There are developers who consider the testers less competent and, therefore, don't want to listen to them. There's some definite prejudice about it.

Arseny, tester:

I had some run-ins with developers. It would take them forever to reply to me regarding the tasks, and they would refuse to consider the bugs I'd identified; they'd say it had worked and that those were some petty features. 

Some were even nothing short of being hoodlums that were hard to interact with. Sometimes, they refused to help me. I would have an urgent task to address, and they'd go: 'No time. We'll deal with it later.’ Mind you, if the release falls behind schedule, his seniors will turn on him.

The root of the conflict

All things considered, we have identified the root of the conflict: different goals. Whenever people have different goals, any effort to team them up is futile: they will be following their own paths, essentially leading them in different directions.

Therefore, one of the key questions to be addressed professionally is the motivation to understand that both programming and testing are different means towards the common goal both of you are tackling.  And this is the release.

To avoid clashes of the two structures involved in the same project, we at Innotech stick to the following principles:

  1. Minimise conflict situations; testing results should be presented as neutrally as possible, and they should be targeted at facts, and not at excoriating the person behind it.

  2. The goals and tasks of the assignment should be clear. Take the trouble to make sure you are on the same page by asking yourself if your counterpart has got it right.

  3. Both sides should bear in mind their common goal: a system working to the highest quality standard.

  4. Work process mechanisms should be coordinated from both sides, factoring in the opinion of both the developer and the tester.

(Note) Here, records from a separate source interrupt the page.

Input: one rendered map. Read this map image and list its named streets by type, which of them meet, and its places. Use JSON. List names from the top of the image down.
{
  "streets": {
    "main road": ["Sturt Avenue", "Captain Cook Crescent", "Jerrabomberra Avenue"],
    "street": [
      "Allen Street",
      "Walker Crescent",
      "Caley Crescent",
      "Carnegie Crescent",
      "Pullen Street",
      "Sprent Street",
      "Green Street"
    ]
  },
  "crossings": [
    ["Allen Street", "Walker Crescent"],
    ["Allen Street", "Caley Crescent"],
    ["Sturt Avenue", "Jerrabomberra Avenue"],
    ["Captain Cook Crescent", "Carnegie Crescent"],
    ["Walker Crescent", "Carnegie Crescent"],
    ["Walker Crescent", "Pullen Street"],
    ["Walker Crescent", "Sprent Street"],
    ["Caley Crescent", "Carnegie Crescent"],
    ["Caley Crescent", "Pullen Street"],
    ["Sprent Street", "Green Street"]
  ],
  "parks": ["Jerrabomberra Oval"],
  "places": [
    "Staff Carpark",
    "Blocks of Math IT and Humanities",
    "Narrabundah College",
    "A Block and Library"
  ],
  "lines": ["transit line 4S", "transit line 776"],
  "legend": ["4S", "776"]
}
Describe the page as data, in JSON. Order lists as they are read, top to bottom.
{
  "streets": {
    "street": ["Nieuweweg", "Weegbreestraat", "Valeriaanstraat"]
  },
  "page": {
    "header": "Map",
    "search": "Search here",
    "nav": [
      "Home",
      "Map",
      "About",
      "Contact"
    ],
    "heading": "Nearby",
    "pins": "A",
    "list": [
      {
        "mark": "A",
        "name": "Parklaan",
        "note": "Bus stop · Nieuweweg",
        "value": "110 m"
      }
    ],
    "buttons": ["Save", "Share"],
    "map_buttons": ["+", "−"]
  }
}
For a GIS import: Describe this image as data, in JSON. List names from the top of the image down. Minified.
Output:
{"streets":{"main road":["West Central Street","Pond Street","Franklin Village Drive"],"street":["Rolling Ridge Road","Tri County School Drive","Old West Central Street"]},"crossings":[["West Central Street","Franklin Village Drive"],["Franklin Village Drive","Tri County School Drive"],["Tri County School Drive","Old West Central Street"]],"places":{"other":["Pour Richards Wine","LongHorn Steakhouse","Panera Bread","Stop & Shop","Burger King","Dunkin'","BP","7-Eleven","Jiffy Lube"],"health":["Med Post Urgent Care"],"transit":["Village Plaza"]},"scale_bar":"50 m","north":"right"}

  5. Be empathetic and consider your colleague's sensibilities.

  6. Don't add to the strain and avoid toxic comments or vagueness.

  7. Should you be teaming up for a long time, you’re your colleague about their interests, experience and other aspects of their life, trying to find common ground.

Instead of a conclusion

By following these simple tips, the testers and the developers may not end up being best pals but will be eager to help each other, thus benefitting everyone.